3ª, 10 de abril de 2007, Vila Setembrina dos Farrapos, Continente de São Sepé
O inferno prometido não se sucedeu. Finda a páscoa, o feriado mais importante para os católicos brasileiros não viveu o caos das duas últimas semanas. No olho do furacão, a sociedade brasileira assistiu o giro do problema. O Núcleo Duro desviou a atenção tanto da CPI do Apagão, que não houve, como das suspeitas levantadas na gestão da Infraero durante o primeiro mandato. Seguindo o padrão da política nacional, vários fatores incidiram em um cenário complexo. E, como quase sempre, a corda arrebentou para o lado mais fraco.
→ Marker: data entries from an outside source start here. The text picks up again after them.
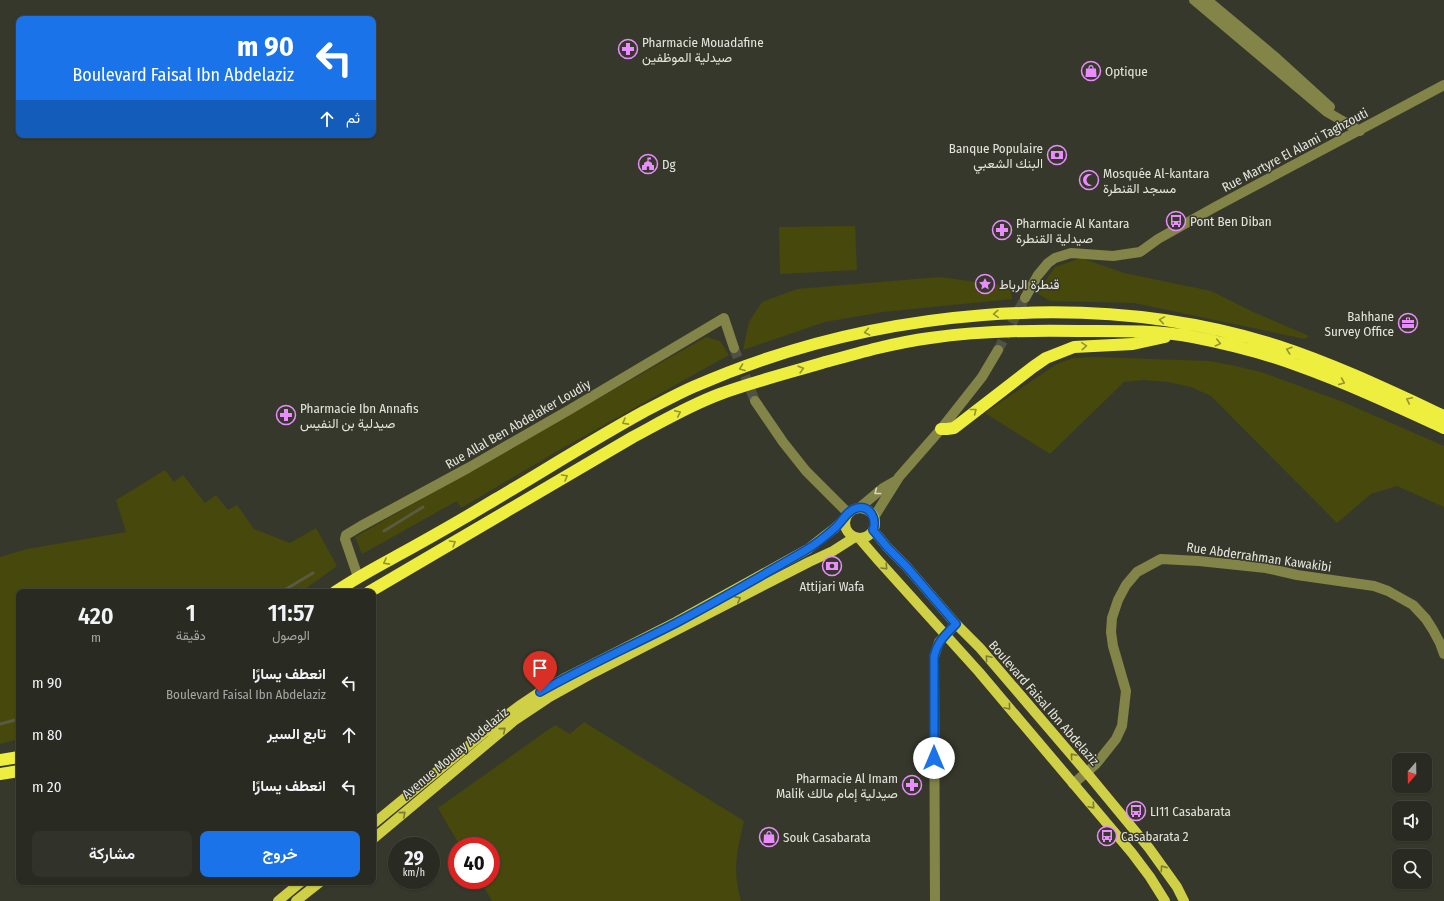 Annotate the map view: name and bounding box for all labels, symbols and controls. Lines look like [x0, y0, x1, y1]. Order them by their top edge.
text: 90 m [237, 30, 294, 63]
icon: left [308, 32, 360, 84]
place label: Pharmacie Mouadafine صيدلية الموظفين [642, 35, 764, 66]
pharmacy icon: Pharmacie Mouadafine صيدلية الموظفين [617, 38, 639, 60]
shop icon: Optique [1080, 60, 1102, 82]
text: Boulevard Faisal Ibn Abdelaziz [72, 64, 294, 86]
place label: Optique [1105, 64, 1148, 79]
street label: Rue Martyre El Alami Taghzouti [1219, 105, 1371, 195]
icon: ahead [316, 108, 338, 130]
text: ثم [346, 109, 360, 127]
place label: Banque Populaire البنك الشعبي [949, 141, 1043, 174]
bank icon: Banque Populaire البنك الشعبي [1046, 144, 1068, 166]
public building icon: Dg [637, 153, 659, 175]
place label: Dg [662, 157, 677, 172]
place label: Mosquée Al-kantara مسجد القنطرة [1103, 166, 1209, 197]
mosque icon: Mosquée Al-kantara مسجد القنطرة [1078, 169, 1100, 191]
bus stop icon: Pont Ben Diban [1165, 210, 1187, 232]
place label: Pont Ben Diban [1190, 214, 1272, 229]
place label: Pharmacie Al Kantara صيدلية القنطرة [1016, 216, 1129, 247]
pharmacy icon: Pharmacie Al Kantara صيدلية القنطرة [991, 219, 1013, 241]
place icon: قنطرة الرباط [974, 273, 996, 295]
place label: قنطرة الرباط [999, 277, 1060, 293]
place label: Bahhane Survey Office [1325, 309, 1394, 339]
one-way arrow [993, 310, 999, 319]
office icon: Bahhane Survey Office [1397, 312, 1419, 334]
one-way arrow [1159, 316, 1165, 325]
one-way arrow [864, 327, 870, 336]
one-way arrow [1215, 338, 1222, 347]
one-way arrow [1081, 342, 1087, 351]
one-way arrow [1285, 346, 1292, 355]
one-way arrow [739, 363, 746, 371]
one-way arrow [797, 366, 804, 374]
street label: Rue Allal Ben Abdelaker Loudiy [443, 376, 593, 472]
one-way arrow [1339, 378, 1346, 386]
one-way arrow [1405, 397, 1413, 405]
place label: Pharmacie Ibn Annafis صيدلية بن النفيس [300, 401, 419, 432]
pharmacy icon: Pharmacie Ibn Annafis صيدلية بن النفيس [275, 404, 297, 426]
one-way arrow [969, 409, 976, 416]
one-way arrow [674, 410, 681, 418]
one-way arrow [622, 418, 629, 425]
one-way arrow [561, 474, 568, 481]
one-way arrow [874, 487, 881, 494]
street label: Rue Abderrahman Kawakibi [1186, 539, 1332, 575]
one-way arrow [449, 541, 456, 548]
bank icon: Attijari Wafa [821, 555, 843, 577]
one-way arrow [383, 557, 390, 564]
one-way arrow [880, 562, 887, 570]
place label: Attijari Wafa [800, 579, 864, 594]
one-way arrow [734, 596, 741, 604]
text: 1 [186, 599, 196, 627]
text: 11:57 [268, 599, 314, 627]
text: 420 [78, 602, 114, 630]
text: دقيقة [176, 628, 206, 643]
text: الوصول [272, 628, 310, 643]
text: m [91, 630, 101, 645]
street label: Boulevard Faisal Ibn Abdelaziz [986, 638, 1102, 768]
pin [523, 651, 557, 692]
one-way arrow [985, 655, 992, 663]
icon: arrive [529, 657, 551, 679]
text: انعطف يسارًا [252, 665, 326, 683]
icon: left [338, 672, 360, 694]
text: 90 m [32, 674, 62, 692]
text: Boulevard Faisal Ibn Abdelaziz [166, 687, 326, 702]
one-way arrow [1003, 702, 1010, 709]
street label: Avenue Moulay Abdelaziz [399, 704, 511, 802]
icon: ahead [338, 724, 360, 746]
text: تابع السير [267, 725, 326, 743]
text: 80 m [32, 726, 62, 744]
one-way arrow [498, 728, 505, 735]
position arrow [913, 737, 955, 779]
one-way arrow [1070, 753, 1077, 761]
north arrow [1392, 753, 1432, 793]
map controls [1392, 753, 1432, 889]
place label: Pharmacie Al Imam Malik صيدلية إمام مالك [776, 771, 898, 803]
pharmacy icon: Pharmacie Al Imam Malik صيدلية إمام مالك [901, 774, 923, 796]
icon: left [338, 776, 360, 798]
text: انعطف يسارًا [252, 777, 326, 795]
text: 20 m [32, 778, 62, 796]
bus stop icon: LI11 Casabarata [1125, 800, 1147, 822]
one-way arrow [1087, 801, 1094, 809]
button: sound [1392, 801, 1432, 841]
place label: LI11 Casabarata [1150, 804, 1231, 819]
one-way arrow [399, 811, 406, 818]
bus stop icon: Casabarata 2 [1096, 825, 1118, 847]
shop icon: Souk Casabarata [758, 826, 780, 848]
place label: Casabarata 2 [1121, 829, 1189, 844]
place label: Souk Casabarata [783, 830, 871, 845]
button: مشاركة [32, 831, 192, 877]
button: خروج [200, 831, 360, 877]
speed limit sign: 40 [448, 837, 500, 889]
text: 29 [404, 846, 424, 870]
button: search [1392, 849, 1432, 889]
one-way arrow [1160, 865, 1168, 872]
text: km/h [403, 867, 425, 879]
Abaixo das nuvens de fumaça e manobras diversionistas, está uma gestão temerária, abdicando do planejamento em nome do casuísmo chamado de “governabilidade”. O problema, no meu ponto de vista, não está no ato reivindicativo de uma mão de obra especializada e que ganha muito abaixo dos padrões da própria categoria. Nas entranhas do Estado brasileiro, peleiam as prerrogativas das Forças Armadas e a ausência de obras de infra-estrutura. Isto porque a Infraero, inexplicavelmente ainda vinculada ao Ministério da Defesa e não aos Transportes, havia prometido a reforma de pelo menos 65 aeroportos. Entendendo por reforma ampliação das pistas e da capacidade de tráfego e não lojas de conveniência e saguões de passageiros.
Na outra ponta do problema não está somente a ausência de fiscalização, mas também a ineficiência interventora. Tanto a Controladoria Geral da União (CGU) – com status de ministério, como o Tribunal de Contas da União (TCU) se superpõem em relação a denúncias e investigações. No mesmo caso de licitações suspeitas, podem intervir distintas agências e órgãos estatais. Além dos citados acima, os Ministérios Públicos de São Paulo e Federal também fizeram denúncias.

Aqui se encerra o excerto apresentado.